INFORMATION:
──────────────────────────────
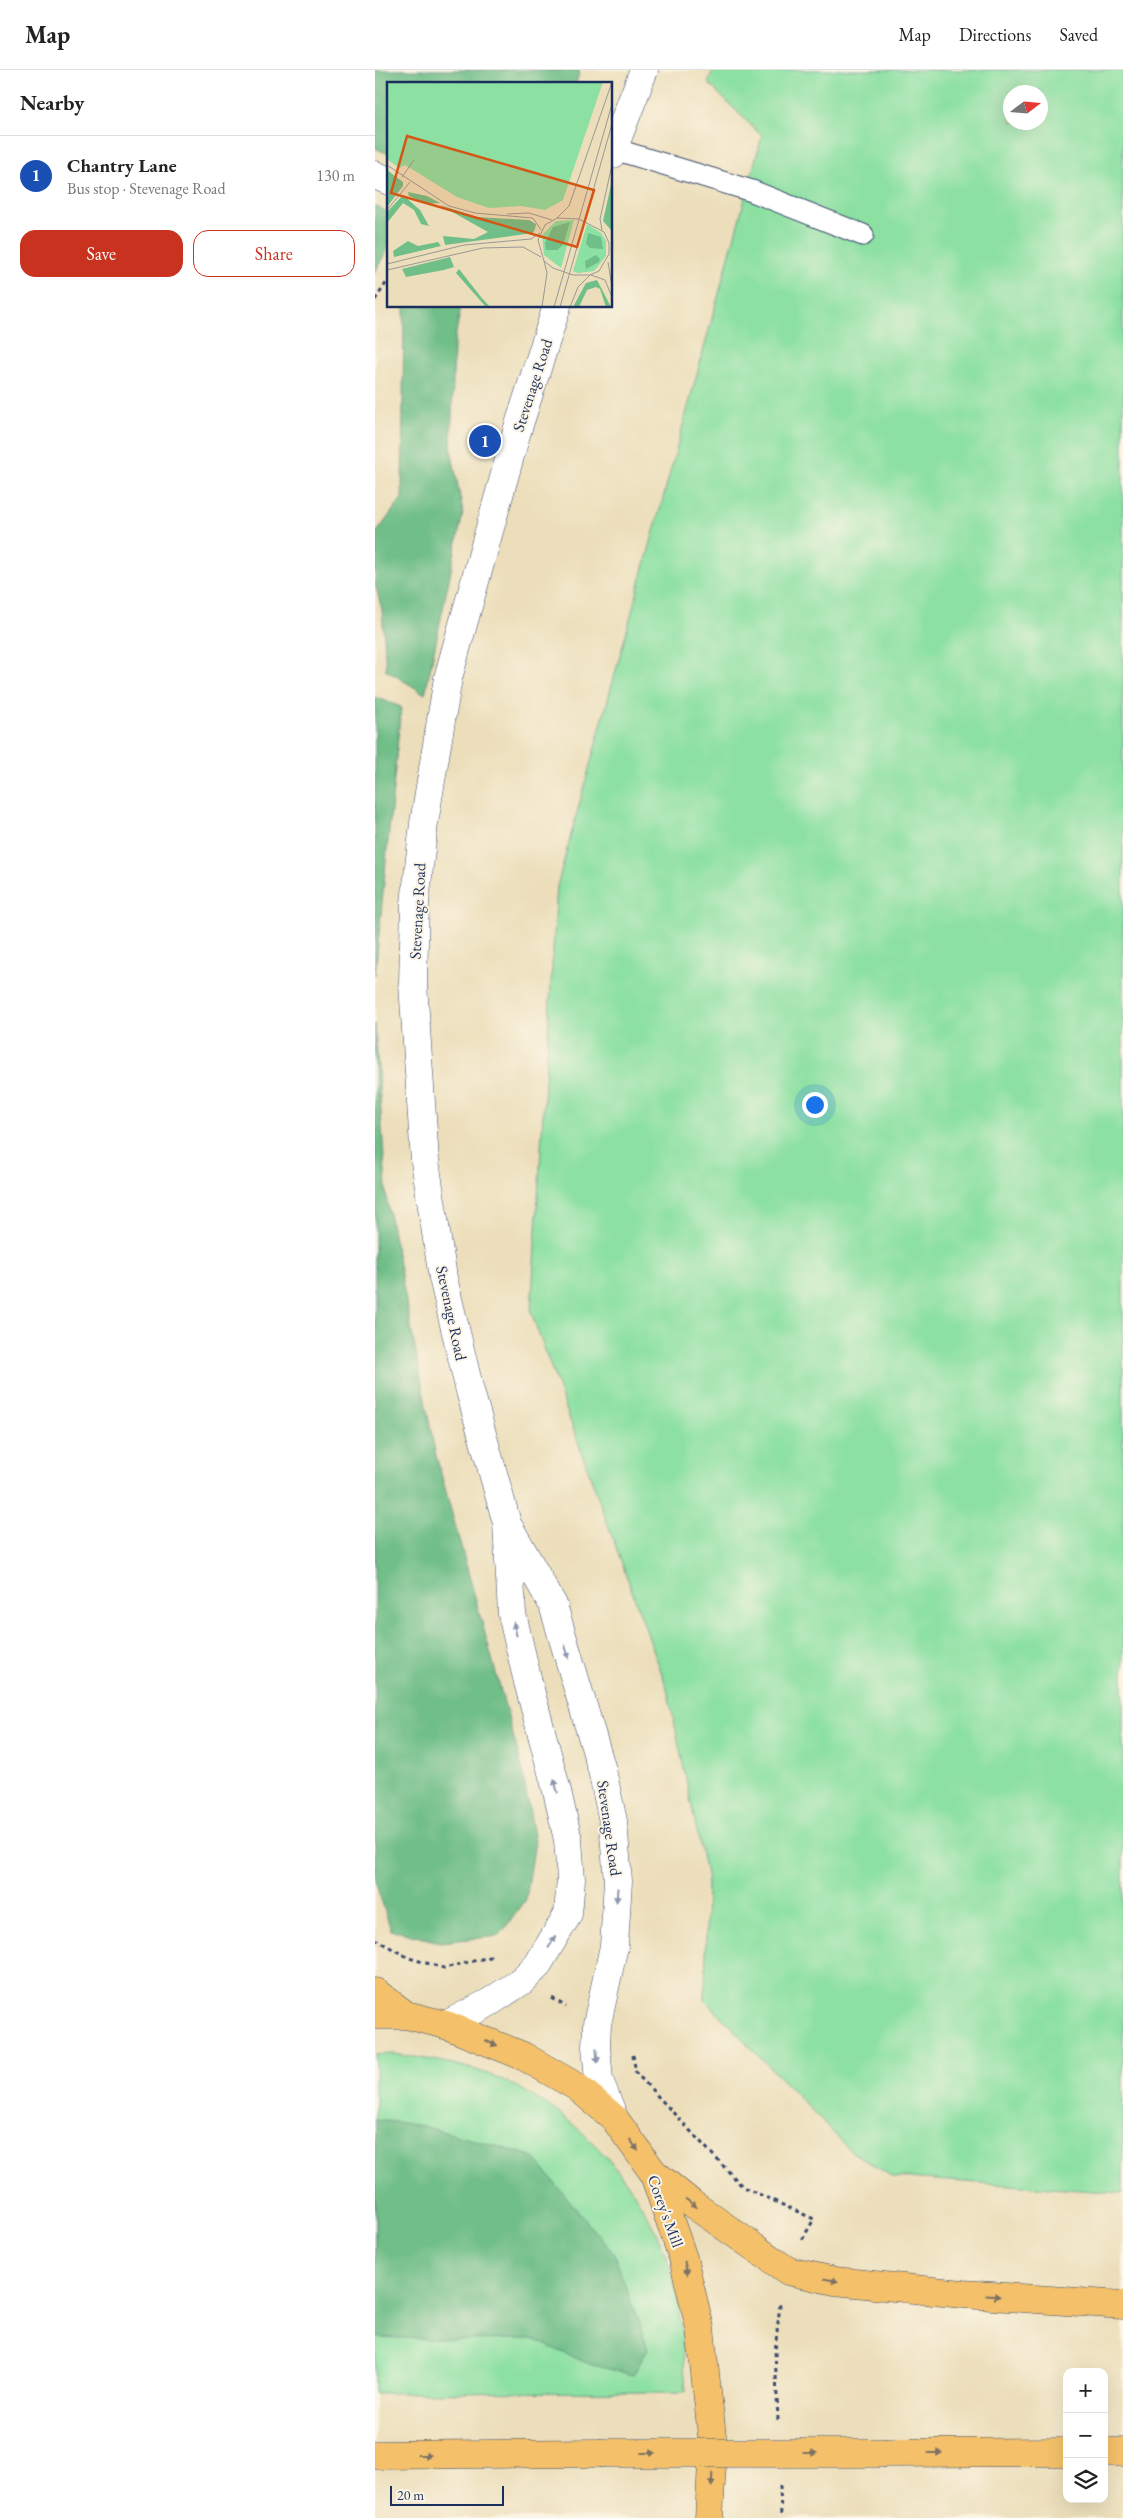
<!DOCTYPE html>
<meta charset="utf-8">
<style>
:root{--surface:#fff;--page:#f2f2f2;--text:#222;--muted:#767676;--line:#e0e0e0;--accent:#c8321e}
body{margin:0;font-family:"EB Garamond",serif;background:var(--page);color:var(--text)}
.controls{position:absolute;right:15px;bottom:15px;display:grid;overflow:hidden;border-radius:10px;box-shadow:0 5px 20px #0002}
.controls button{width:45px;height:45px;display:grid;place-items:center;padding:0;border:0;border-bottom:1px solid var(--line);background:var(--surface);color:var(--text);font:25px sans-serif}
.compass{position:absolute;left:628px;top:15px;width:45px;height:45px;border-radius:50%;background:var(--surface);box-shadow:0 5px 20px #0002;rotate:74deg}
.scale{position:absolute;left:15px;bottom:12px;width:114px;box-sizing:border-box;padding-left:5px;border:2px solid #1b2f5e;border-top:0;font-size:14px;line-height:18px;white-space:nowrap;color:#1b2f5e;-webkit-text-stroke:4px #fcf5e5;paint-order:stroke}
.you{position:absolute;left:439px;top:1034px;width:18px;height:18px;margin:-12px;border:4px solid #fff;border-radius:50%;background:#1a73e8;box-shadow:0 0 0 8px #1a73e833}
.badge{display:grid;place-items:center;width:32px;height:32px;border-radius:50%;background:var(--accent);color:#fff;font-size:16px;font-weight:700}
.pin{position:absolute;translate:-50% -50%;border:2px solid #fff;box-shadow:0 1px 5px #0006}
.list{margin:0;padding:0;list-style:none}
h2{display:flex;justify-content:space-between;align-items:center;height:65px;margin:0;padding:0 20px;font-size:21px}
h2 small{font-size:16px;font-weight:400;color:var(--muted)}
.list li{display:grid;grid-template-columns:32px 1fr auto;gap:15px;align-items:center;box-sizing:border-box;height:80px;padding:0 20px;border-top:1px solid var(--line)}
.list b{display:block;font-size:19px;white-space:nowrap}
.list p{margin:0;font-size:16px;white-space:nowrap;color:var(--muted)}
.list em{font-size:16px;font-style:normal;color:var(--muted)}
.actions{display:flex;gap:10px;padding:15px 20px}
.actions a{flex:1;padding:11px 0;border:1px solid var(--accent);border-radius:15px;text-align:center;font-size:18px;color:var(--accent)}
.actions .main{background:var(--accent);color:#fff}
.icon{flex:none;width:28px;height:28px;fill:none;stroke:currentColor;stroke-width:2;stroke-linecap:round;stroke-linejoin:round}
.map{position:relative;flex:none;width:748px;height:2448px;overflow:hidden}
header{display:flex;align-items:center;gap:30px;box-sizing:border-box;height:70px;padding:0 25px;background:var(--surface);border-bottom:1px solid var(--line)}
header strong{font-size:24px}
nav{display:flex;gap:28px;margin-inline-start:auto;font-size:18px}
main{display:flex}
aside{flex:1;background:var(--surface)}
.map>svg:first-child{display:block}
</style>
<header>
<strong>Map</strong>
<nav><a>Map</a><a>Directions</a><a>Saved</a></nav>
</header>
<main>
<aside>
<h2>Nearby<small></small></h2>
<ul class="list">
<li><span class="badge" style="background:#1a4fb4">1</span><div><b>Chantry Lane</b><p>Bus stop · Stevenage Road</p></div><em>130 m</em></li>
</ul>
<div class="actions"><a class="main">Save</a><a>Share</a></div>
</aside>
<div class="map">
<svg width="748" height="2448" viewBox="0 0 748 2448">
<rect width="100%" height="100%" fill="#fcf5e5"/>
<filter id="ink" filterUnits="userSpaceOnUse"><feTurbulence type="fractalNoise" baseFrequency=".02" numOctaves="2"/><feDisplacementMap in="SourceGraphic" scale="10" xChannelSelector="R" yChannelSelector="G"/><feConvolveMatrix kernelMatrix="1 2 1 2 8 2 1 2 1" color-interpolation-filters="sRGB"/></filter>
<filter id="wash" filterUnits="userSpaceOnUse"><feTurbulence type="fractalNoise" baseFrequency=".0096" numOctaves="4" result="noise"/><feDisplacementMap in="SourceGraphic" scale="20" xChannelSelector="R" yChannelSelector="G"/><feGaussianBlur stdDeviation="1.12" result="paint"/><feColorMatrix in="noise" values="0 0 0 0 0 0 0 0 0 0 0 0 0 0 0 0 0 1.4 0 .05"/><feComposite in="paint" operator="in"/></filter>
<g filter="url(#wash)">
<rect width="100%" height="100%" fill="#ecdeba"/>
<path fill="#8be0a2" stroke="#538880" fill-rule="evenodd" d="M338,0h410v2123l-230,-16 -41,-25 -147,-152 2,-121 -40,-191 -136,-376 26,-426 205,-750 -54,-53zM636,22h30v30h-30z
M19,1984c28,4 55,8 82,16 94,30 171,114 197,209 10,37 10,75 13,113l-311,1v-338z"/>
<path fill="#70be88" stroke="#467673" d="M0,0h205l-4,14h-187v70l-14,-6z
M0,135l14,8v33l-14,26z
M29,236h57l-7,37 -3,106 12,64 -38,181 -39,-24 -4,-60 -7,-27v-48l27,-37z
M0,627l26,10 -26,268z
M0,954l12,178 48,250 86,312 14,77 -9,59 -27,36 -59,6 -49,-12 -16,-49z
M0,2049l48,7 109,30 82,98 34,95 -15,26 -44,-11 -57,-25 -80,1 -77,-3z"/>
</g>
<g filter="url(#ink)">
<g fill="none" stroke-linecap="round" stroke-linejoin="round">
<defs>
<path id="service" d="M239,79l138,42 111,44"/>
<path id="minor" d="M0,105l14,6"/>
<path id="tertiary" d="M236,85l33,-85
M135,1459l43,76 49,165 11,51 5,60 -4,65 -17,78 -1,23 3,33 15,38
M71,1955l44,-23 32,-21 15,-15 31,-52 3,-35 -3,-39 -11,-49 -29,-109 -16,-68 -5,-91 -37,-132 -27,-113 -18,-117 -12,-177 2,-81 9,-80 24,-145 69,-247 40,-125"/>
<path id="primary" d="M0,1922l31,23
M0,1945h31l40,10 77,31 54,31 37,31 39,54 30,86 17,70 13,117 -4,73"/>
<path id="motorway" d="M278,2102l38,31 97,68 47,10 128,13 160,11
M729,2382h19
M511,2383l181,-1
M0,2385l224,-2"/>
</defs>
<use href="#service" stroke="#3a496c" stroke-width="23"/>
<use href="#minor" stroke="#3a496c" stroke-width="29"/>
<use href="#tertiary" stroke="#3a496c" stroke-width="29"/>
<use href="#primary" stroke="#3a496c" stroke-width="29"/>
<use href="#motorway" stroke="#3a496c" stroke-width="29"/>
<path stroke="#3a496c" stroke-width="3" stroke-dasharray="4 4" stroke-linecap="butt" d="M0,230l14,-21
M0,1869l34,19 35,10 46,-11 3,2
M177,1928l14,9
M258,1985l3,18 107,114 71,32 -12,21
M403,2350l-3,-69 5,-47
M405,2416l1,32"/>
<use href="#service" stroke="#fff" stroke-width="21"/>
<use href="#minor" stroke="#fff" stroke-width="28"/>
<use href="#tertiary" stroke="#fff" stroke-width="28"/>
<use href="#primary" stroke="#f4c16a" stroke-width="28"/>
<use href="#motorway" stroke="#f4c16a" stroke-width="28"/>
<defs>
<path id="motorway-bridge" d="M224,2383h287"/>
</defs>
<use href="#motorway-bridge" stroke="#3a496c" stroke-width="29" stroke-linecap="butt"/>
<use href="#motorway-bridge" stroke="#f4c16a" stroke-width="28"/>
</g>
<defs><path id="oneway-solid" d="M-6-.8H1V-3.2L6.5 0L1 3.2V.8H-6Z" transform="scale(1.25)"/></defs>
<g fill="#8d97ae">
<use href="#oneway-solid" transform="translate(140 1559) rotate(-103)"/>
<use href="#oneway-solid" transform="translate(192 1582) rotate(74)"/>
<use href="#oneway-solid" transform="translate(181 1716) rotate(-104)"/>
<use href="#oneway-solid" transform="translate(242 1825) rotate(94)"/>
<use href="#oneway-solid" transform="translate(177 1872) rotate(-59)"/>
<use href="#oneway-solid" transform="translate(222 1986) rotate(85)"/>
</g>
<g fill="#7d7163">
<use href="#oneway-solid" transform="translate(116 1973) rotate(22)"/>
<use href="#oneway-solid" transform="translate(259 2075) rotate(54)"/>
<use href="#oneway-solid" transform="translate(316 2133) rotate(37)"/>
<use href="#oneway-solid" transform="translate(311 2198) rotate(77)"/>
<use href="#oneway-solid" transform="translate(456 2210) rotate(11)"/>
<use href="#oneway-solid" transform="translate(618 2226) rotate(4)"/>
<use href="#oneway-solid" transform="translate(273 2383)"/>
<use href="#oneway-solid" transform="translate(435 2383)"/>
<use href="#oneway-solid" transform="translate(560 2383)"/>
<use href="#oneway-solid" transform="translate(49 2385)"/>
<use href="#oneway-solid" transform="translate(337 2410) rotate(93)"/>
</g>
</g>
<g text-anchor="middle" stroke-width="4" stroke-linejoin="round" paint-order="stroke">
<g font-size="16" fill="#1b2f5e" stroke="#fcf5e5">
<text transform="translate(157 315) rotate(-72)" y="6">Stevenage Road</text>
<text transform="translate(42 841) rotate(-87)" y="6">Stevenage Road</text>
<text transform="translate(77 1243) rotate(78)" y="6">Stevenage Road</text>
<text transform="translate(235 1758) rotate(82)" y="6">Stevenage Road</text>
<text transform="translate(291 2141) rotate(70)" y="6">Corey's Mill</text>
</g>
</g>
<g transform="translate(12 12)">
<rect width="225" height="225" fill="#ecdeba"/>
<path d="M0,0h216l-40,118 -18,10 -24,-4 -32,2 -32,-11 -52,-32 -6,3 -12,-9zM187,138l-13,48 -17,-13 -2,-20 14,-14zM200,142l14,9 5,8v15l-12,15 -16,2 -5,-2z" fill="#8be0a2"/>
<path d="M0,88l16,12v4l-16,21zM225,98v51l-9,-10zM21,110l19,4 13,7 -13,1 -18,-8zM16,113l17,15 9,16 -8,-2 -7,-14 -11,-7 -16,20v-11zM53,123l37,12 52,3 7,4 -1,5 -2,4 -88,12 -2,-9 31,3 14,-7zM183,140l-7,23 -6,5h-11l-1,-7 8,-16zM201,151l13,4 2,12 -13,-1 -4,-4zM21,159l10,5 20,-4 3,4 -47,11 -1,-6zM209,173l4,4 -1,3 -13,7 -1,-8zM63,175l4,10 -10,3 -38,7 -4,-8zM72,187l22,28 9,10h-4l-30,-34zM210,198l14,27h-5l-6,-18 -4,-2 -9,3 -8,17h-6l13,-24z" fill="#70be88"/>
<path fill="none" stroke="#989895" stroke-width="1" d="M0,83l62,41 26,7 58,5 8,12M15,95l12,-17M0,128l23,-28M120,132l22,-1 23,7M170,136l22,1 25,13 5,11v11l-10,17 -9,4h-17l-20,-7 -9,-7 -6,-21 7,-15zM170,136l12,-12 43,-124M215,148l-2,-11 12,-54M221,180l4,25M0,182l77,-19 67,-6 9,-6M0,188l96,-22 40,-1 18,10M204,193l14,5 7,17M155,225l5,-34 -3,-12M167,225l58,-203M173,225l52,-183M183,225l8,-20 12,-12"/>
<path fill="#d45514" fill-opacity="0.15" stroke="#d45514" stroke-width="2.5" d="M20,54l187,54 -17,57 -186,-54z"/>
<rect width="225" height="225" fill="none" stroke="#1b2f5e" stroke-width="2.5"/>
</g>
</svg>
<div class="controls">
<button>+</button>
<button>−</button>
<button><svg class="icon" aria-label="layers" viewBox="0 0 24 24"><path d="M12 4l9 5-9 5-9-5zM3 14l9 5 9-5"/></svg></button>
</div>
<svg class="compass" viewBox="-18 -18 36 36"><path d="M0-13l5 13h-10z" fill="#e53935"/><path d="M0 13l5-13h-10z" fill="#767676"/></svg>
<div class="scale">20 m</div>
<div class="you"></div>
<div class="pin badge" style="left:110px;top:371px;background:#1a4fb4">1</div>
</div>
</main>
──────────────────────────────
ASSIGNED TASK: Every line of the records in which the string "serif" is found should be counted, and only the count returned.

PROBLEM SOLUTION: 2